Peo –lo chiameremo così anche noi, d’ora in poi- passò la mattinata nello svolgimento delle pratiche previste, senza che si verificassero problemi. Le attività di routine avevano su di lui un effetto calmante. La lettura dei giornali in sala d’attesa costituiva un esercizio da svolgere con calma e puntigliosità, concentrandosi sui paginoni culturali e su quelli relativi allo spettacolo, posto che ormai la politica gli sembrava una zuppa con poco sale e che la cronaca non lo aveva mai interessato più di tanto.
Dopo aver effettuato le operazioni richieste per l’iscrizione all’INAIL del proprio cliente, risalì verso Piccapietra con aria svagata e rallentando il passo. C’era da aspettare le tre, quando avrebbe incontrato la signora che così confusamente gli aveva raccontato il proprio problema, e intanto stava venendo il momento di mangiare qualcosa.
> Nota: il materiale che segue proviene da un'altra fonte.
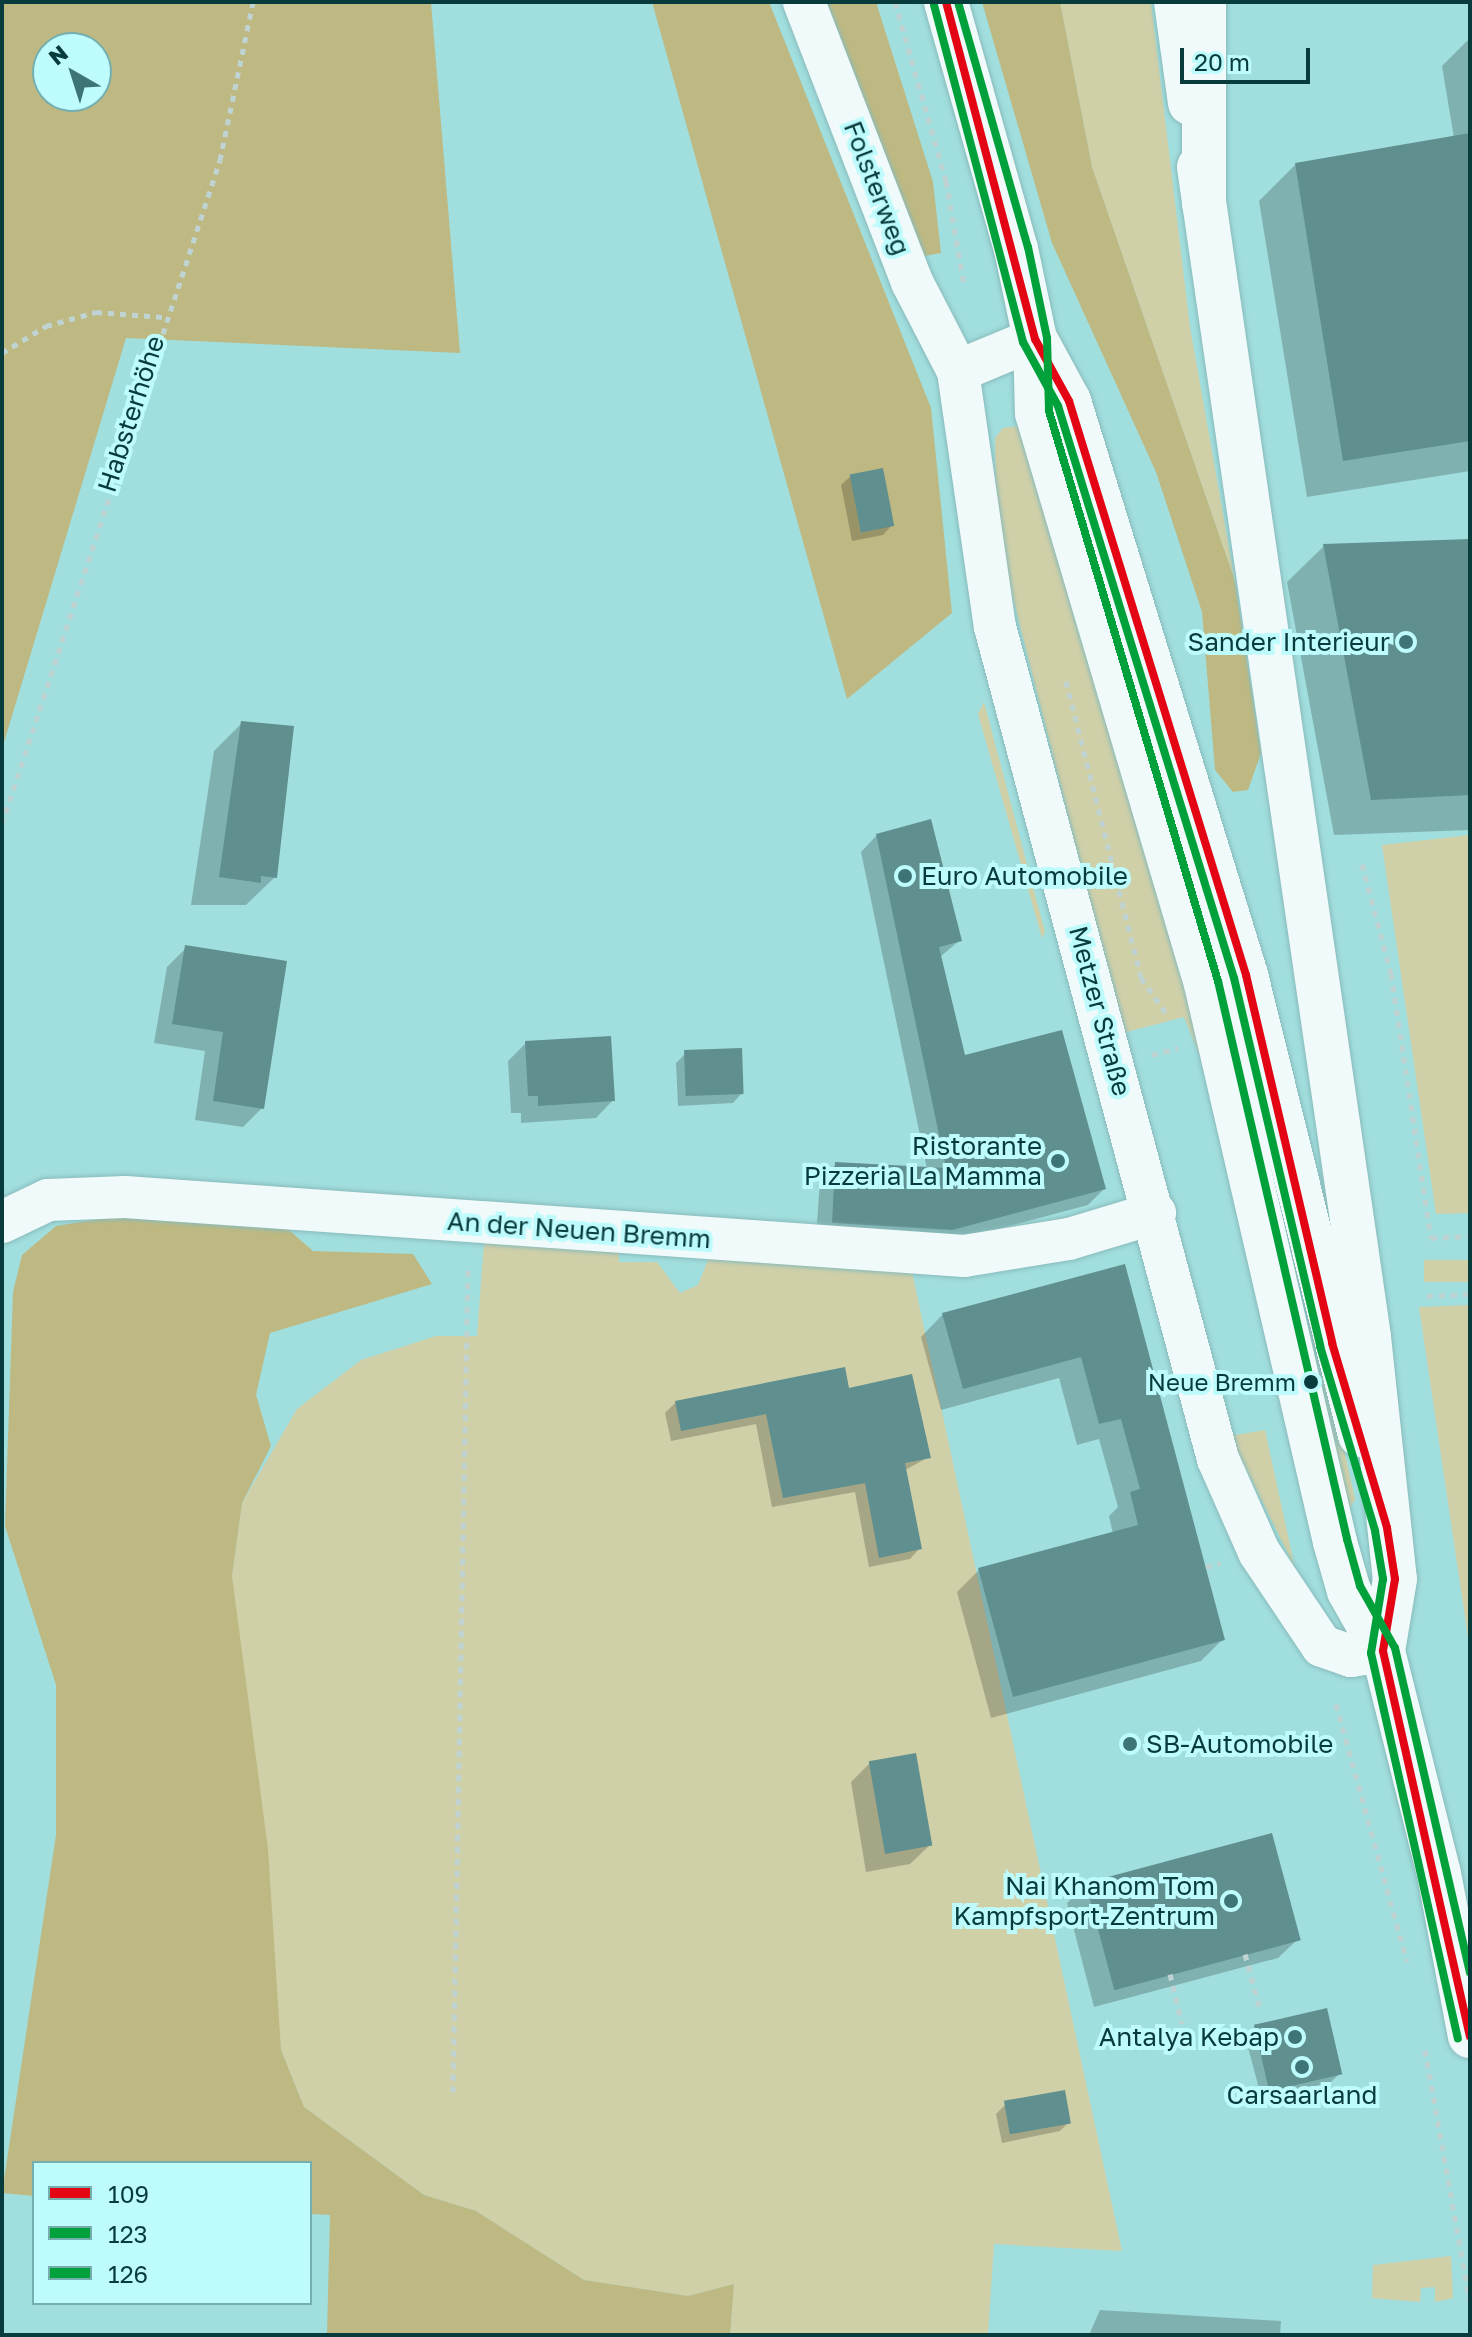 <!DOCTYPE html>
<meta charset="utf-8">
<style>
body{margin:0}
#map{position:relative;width:1472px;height:2337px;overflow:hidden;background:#a1dede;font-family:"Golos Text",sans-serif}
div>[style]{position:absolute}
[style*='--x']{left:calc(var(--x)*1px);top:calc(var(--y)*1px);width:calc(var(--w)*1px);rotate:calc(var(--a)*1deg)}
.green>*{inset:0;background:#cfd0a8;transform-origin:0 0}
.forest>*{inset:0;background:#beb982}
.shadow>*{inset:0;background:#0003}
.building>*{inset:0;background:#608f8f;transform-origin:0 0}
.path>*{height:5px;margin-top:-2.5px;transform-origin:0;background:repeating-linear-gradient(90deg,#bfd3d3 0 6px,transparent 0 12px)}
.roads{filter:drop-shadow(0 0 2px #89baba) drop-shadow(0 0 2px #89baba)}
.street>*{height:42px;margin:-21px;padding:0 21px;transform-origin:21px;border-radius:21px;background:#f1fafa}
.primary>*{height:44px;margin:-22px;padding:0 22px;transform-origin:22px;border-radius:22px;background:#f1fafa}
.highway>*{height:44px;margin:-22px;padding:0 22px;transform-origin:22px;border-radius:22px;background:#f1fafa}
.bus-1>*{height:8px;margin:-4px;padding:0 4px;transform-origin:4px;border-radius:4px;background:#e30513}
.bus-2>*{height:8px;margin:-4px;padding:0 4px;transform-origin:4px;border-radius:4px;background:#00a13a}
.bus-3>*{height:8px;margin:-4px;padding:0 4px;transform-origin:4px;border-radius:4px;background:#00a13a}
.dots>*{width:22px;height:22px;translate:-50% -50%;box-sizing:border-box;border:4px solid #befbfc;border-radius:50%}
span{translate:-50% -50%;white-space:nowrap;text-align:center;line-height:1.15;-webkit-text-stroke:8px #befbfc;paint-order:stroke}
.bus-label{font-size:24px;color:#073b3c}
.right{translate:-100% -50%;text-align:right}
.street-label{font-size:26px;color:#073b3c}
.poi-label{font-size:26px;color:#073b3c}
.left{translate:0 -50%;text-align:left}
.frame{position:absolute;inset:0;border:4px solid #073b3c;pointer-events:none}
.legend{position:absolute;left:32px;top:2161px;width:280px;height:144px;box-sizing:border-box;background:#befbfc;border:2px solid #75aeaf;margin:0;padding:10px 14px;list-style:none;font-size:24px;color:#073b3c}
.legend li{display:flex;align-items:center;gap:16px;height:40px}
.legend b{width:40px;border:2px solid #75aeaf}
.north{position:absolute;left:32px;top:32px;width:80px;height:80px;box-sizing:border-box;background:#befbfc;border:2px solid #75aeaf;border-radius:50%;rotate:321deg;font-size:22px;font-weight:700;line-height:32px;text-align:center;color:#073b3c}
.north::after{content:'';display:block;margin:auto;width:28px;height:36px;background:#3d7475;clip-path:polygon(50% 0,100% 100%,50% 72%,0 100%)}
.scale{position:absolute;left:1180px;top:48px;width:130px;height:36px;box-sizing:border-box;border:4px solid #073b3c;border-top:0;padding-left:10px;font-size:24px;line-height:28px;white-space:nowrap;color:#073b3c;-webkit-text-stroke:6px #befbfc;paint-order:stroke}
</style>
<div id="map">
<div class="green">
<i style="clip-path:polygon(1060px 2px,1151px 2px,1190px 327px,1235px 581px,1092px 167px)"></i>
<i style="clip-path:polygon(1021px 426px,1142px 800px,1205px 1069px,1184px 1017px,1123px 1033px,996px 531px,995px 438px,1003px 428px)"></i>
<i style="clip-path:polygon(984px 702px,1045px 932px,1042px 938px,978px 714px)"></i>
<i style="clip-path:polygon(1470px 835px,1470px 1213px,1436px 1214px,1382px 845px)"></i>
<i style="clip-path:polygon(484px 1241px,619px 1244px,619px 1262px,657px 1262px,680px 1293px,698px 1285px,709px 1257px,912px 1272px,1122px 2251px,994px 2244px,988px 2335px,730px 2335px,734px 2284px,688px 2296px,584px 2280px,476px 2211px,424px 2195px,304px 2107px,281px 2050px,232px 1576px,242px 1503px,297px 1409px,361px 1360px,436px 1336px,477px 1336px)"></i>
<i style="left:1470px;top:1260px;width:22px;height:46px;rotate:90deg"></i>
<i style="clip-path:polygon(1470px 1305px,1470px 1651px,1419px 1307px)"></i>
<i style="clip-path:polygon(1314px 1315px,1355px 1499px,1349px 1511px,1298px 1316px)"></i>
<i style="clip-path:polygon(1265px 1430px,1295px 1568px,1230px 1436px)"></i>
<i style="clip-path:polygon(1451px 2256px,1453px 2298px,1435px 2302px,1435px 2287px,1421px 2288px,1420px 2302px,1372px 2298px,1373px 2265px)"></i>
</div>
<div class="forest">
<i style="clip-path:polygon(evenodd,2px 2px,431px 2px,460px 353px,126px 338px,2px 749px,2px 2px,48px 48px,96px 48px,96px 96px,48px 96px,48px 48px)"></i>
<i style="clip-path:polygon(652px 2px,769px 2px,931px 408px,952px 613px,847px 699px)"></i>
<i style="clip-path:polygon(827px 2px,876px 2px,933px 182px,941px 253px,924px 256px)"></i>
<i style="clip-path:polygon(982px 2px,1060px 2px,1092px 167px,1235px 581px,1261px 753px,1248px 790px,1233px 792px,1215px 770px,1202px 612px,1156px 472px,1052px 243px)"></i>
<i style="clip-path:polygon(123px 1215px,282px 1224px,313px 1251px,413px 1254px,432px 1284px,270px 1333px,256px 1395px,271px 1446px,242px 1503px,232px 1576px,268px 1849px,281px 2050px,304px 2107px,424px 2195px,476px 2211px,584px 2280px,688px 2296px,734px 2284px,730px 2335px,327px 2335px,330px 2215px,310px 2214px,310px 2163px,34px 2163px,34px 2196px,2px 2193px,56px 1835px,56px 1685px,5px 1526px,13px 1292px,22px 1255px,56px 1226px)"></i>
</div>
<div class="shadow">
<i style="clip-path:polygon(1470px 38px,1470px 471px,1307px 497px,1259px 201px,1296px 164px,1454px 138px,1442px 66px)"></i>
<i style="clip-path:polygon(851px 476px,892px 525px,883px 535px,852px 541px,841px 485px)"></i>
<i style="clip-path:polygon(1470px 541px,1470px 830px,1334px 835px,1287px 582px,1324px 546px)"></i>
<i style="clip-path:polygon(242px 723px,275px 877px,246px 905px,191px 905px,214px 751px)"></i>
<i style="clip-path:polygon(877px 835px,960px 940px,940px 957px,964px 1057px,1104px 1189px,1088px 1205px,934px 1246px,816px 1238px,820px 1180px,836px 1164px,927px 1169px,861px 852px)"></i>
<i style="clip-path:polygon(186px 948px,262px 1108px,243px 1127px,195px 1120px,205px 1051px,154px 1043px,167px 967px)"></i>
<i style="clip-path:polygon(526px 1043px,613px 1100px,596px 1118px,521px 1123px,521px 1113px,511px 1113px,508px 1061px)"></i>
<i style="clip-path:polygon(685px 1054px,742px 1093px,733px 1103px,678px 1106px,676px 1063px)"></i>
<i style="clip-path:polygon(1124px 1266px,1223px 1639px,1201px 1661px,991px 1718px,957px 1592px,979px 1570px,1113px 1534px,1109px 1516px,1118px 1507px,1099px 1439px,1077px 1445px,1059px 1378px,941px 1410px,921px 1337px,943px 1314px)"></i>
<i style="clip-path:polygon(847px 1390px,929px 1457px,905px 1470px,920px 1548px,910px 1559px,869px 1567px,855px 1492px,772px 1507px,756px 1424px,671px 1441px,665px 1413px,676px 1402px)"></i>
<i style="clip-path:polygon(870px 1763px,930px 1845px,910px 1864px,866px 1872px,851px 1782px)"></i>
<i style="clip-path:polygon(1086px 1884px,1298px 1939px,1278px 1958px,1094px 2007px,1067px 1903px)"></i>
<i style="clip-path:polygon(1255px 2027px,1340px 2073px,1331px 2082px,1262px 2100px,1245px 2036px)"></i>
<i style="clip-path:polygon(1005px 2105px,1069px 2122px,1060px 2131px,1002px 2143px,996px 2114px)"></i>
<i style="clip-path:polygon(1100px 2310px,1281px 2321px,1280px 2335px,1089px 2335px)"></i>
</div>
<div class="building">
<i style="clip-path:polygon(1470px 133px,1470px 441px,1343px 461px,1295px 163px)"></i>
<i style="left:883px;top:468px;width:59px;height:34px;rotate:79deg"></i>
<i style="clip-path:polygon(1470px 539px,1470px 795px,1371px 800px,1323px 544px)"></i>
<i style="clip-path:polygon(241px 721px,294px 726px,277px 878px,261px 876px,261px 883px,219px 877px)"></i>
<i style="clip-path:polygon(931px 819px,962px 941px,939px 947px,965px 1055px,1062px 1030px,1106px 1189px,952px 1230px,832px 1223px,835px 1162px,946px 1168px,876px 834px)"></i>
<i style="clip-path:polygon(185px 945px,287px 961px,264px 1109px,213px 1101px,223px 1032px,172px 1024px)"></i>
<i style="clip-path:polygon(611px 1036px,615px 1101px,538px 1106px,538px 1096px,528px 1096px,525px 1041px)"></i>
<i style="left:742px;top:1048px;width:46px;height:58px;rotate:88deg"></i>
<i style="clip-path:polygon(1125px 1264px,1225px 1640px,1013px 1697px,978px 1568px,1138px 1525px,1130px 1492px,1140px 1489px,1121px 1419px,1099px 1424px,1081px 1357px,963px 1389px,942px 1313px)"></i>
<i style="clip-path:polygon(845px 1367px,849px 1388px,912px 1374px,931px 1458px,905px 1463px,922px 1549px,879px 1558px,865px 1483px,783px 1498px,766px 1414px,681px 1431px,675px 1401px)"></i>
<i style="left:916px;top:1753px;width:94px;height:48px;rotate:80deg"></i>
<i style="left:1272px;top:1833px;width:111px;height:193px;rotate:75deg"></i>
<i style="left:1327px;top:2008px;width:68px;height:75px;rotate:77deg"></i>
<i style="left:1065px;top:2090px;width:34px;height:62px;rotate:80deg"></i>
</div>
<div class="path">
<i style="--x:895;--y:2;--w:186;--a:74.1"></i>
<i style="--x:946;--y:181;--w:105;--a:80.1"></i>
<i style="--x:2;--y:353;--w:52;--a:-31.5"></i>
<i style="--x:46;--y:326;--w:52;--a:-15.6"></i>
<i style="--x:96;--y:312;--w:67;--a:4.3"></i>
<i style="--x:1066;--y:681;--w:306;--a:75.8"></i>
<i style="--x:1141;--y:978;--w:43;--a:54.5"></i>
<i style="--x:2;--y:824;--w:699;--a:-71.82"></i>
<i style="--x:220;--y:160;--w:161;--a:-78.2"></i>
<i style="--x:1362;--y:864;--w:114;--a:75.2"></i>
<i style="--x:1391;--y:974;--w:267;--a:81.4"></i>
<i style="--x:1431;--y:1238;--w:39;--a:-3"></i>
<i style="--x:1152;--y:1055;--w:27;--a:-15"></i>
<i style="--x:1427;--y:1296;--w:43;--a:-2.7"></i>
<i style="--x:1206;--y:1567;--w:15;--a:-16"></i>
<i style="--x:1336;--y:1704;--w:267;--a:74.6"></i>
<i style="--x:1245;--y:1954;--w:54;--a:74.9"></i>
<i style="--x:1170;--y:1974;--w:51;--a:76.5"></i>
<i style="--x:1425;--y:2050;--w:256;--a:79.9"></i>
<i style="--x:453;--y:2092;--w:827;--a:-88.96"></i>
</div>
<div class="roads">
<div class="street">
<i style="--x:804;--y:2;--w:300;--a:68.9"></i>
<i style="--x:912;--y:282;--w:100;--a:62.7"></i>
<i style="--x:958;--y:371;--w:259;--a:81.8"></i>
<i style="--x:995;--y:627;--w:861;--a:75"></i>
<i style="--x:1218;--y:1459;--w:102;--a:66.2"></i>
<i style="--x:1259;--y:1552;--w:113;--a:56.2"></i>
<i style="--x:1322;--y:1646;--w:31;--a:19"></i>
<i style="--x:1351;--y:1656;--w:32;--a:-9"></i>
<i style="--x:958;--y:371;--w:83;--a:-22.6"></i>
<i style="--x:2;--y:1222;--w:51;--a:-25.6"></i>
<i style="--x:48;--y:1200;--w:77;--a:-2.2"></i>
<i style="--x:125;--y:1197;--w:841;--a:4.02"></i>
<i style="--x:964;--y:1256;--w:106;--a:-9.2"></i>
<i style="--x:1069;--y:1239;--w:90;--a:-16.8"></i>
</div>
<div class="primary">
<i style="--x:946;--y:2;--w:257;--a:74.2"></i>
<i style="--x:1016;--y:249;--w:92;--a:78.1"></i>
<i style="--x:1035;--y:339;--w:74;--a:88.5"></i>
<i style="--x:1037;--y:413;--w:595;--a:73.51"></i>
<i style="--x:1206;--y:984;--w:573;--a:76.98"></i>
<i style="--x:1335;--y:1542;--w:51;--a:74.1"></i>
<i style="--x:1349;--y:1591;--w:69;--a:60.5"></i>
<i style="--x:1383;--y:1651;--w:230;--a:75.9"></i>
<i style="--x:1439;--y:1874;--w:165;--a:79.2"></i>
<i style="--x:1176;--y:2;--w:102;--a:82.1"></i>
<i style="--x:1199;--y:167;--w:1182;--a:81.73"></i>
<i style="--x:1369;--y:1337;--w:243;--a:83.9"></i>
<i style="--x:1395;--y:1579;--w:73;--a:99.5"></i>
<i style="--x:1038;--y:344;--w:65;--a:61.5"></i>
<i style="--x:1069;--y:401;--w:601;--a:72.86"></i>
<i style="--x:1246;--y:975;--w:474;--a:76.1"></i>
</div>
<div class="highway">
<i style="--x:1204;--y:204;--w:202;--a:-90"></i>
</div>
</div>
<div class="bus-1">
<i style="--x:946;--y:2;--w:349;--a:75.2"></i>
<i style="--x:1035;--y:339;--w:71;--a:61.3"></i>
<i style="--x:1069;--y:401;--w:601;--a:72.86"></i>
<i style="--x:1246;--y:975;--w:378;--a:76.8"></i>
<i style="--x:1332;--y:1343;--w:193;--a:73.4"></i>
<i style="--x:1387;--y:1528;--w:52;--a:81.1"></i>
<i style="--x:1395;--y:1579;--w:73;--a:99.5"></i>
<i style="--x:1383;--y:1651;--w:395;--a:77.3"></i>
</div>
<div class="bus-2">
<i style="--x:934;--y:5;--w:349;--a:75.2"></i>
<i style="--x:1023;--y:342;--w:73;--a:61.3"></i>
<i style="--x:1058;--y:406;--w:598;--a:72.9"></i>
<i style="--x:1234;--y:978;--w:378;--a:76.8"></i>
<i style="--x:1320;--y:1346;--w:193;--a:73.4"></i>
<i style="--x:1375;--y:1531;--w:49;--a:80.5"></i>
<i style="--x:1383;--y:1579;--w:75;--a:99.2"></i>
<i style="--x:1371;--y:1653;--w:395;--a:77.3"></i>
</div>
<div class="bus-3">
<i style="--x:958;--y:2;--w:255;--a:74.1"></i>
<i style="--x:1028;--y:247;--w:93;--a:78.2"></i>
<i style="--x:1047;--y:338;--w:73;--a:88.4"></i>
<i style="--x:1049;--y:411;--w:595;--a:73.49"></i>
<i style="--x:1218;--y:981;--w:573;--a:76.98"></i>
<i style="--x:1347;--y:1539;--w:49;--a:74.5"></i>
<i style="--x:1360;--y:1586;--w:71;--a:60.6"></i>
<i style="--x:1395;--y:1648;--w:333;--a:77"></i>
</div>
<div class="dots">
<i style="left:1406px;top:642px;background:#3d7475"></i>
<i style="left:905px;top:876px;background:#3d7475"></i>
<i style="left:1058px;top:1161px;background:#3d7475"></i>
<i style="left:1311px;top:1382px;background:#073b3c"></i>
<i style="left:1130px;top:1744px;background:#3d7475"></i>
<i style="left:1231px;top:1901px;background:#3d7475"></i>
<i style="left:1295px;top:2037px;background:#3d7475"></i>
<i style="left:1302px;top:2067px;background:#3d7475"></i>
</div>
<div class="bus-label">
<span class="right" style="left:1296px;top:1382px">Neue Bremm</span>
</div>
<div class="street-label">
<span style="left:877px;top:188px;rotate:69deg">Folsterweg</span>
<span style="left:131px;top:414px;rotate:-72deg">Habsterhöhe</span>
<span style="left:1100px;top:1011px;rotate:75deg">Metzer Straße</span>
<span style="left:579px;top:1230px;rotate:4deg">An der Neuen Bremm</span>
</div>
<div class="poi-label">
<span class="right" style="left:1390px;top:642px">Sander Interieur</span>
<span class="left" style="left:921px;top:876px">Euro Automobile</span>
<span class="right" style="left:1042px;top:1161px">Ristorante<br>Pizzeria La Mamma</span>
<span class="left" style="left:1146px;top:1744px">SB-Automobile</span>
<span class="right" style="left:1215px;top:1901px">Nai Khanom Tom<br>Kampfsport-Zentrum</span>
<span class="right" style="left:1279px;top:2037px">Antalya Kebap</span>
<span style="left:1302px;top:2095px">Carsaarland</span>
</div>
<div class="frame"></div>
<ul class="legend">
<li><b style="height:10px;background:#e30513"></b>109</li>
<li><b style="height:10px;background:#00a13a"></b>123</li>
<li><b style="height:10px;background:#00a13a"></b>126</li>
</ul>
<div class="north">N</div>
<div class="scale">20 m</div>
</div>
Era vicino a casa, ma non aveva nessuna voglia di salire nel suo appartamento e cucinare. Del resto ormai Genova aveva completato la sua trasformazione in città turistica e l’offerta di pasti di ogni tipo e per qualunque tasca era cospicua. Arrivato a De Ferrari decise di infilarsi nello stretto dei carruggi e scese fino in Piazza San Matteo.
Accanto alla vecchia bottiglieria, era stata aperta da qualche anno una trattoria che offriva, tra l’altro, piatti della tradizione genovese e che consentiva la degustazione di vini a bicchiere, facendo tela-mulino con l’esercizio a fianco, appartenente agli stessi titolari. Un’ottima zuppa di pesce -scorpena, pesce San Pietro e gallinella- e un bicchiere di vermentino per poco più di una diecina di euro lo misero decisamente di buon umore.
Uscito dalla trattoria diede un’occhiata all’orologio: erano solo le due: c’era tempo… ne approfittò per fare lentamente il giro della piazzetta, sulla quale si affacciano i bellissimi palazzi a suo tempo appartenuti ad Andrea Doria, soffermandosi a leggere le iscrizioni scolpite sui muri ed esercitandosi in tentativi di traduzione non sempre fruttuosi. Le difficoltà di traduzione dipendevano non solo dalla difficile lettura dei testi, maltrattati dal tempo, ma anche dal fatto che la sua mente tornava sempre più spesso alla telefonata della mattina: quel discorso confuso gli aveva instillato una buona dose di curiosità e l’avvicinarsi dell’ora dell’appuntamento cominciava a metterlo in agitazione. Si arrampicò su per il carruggio e salì nel suo appartamento. La cliente doveva arrivare a momenti.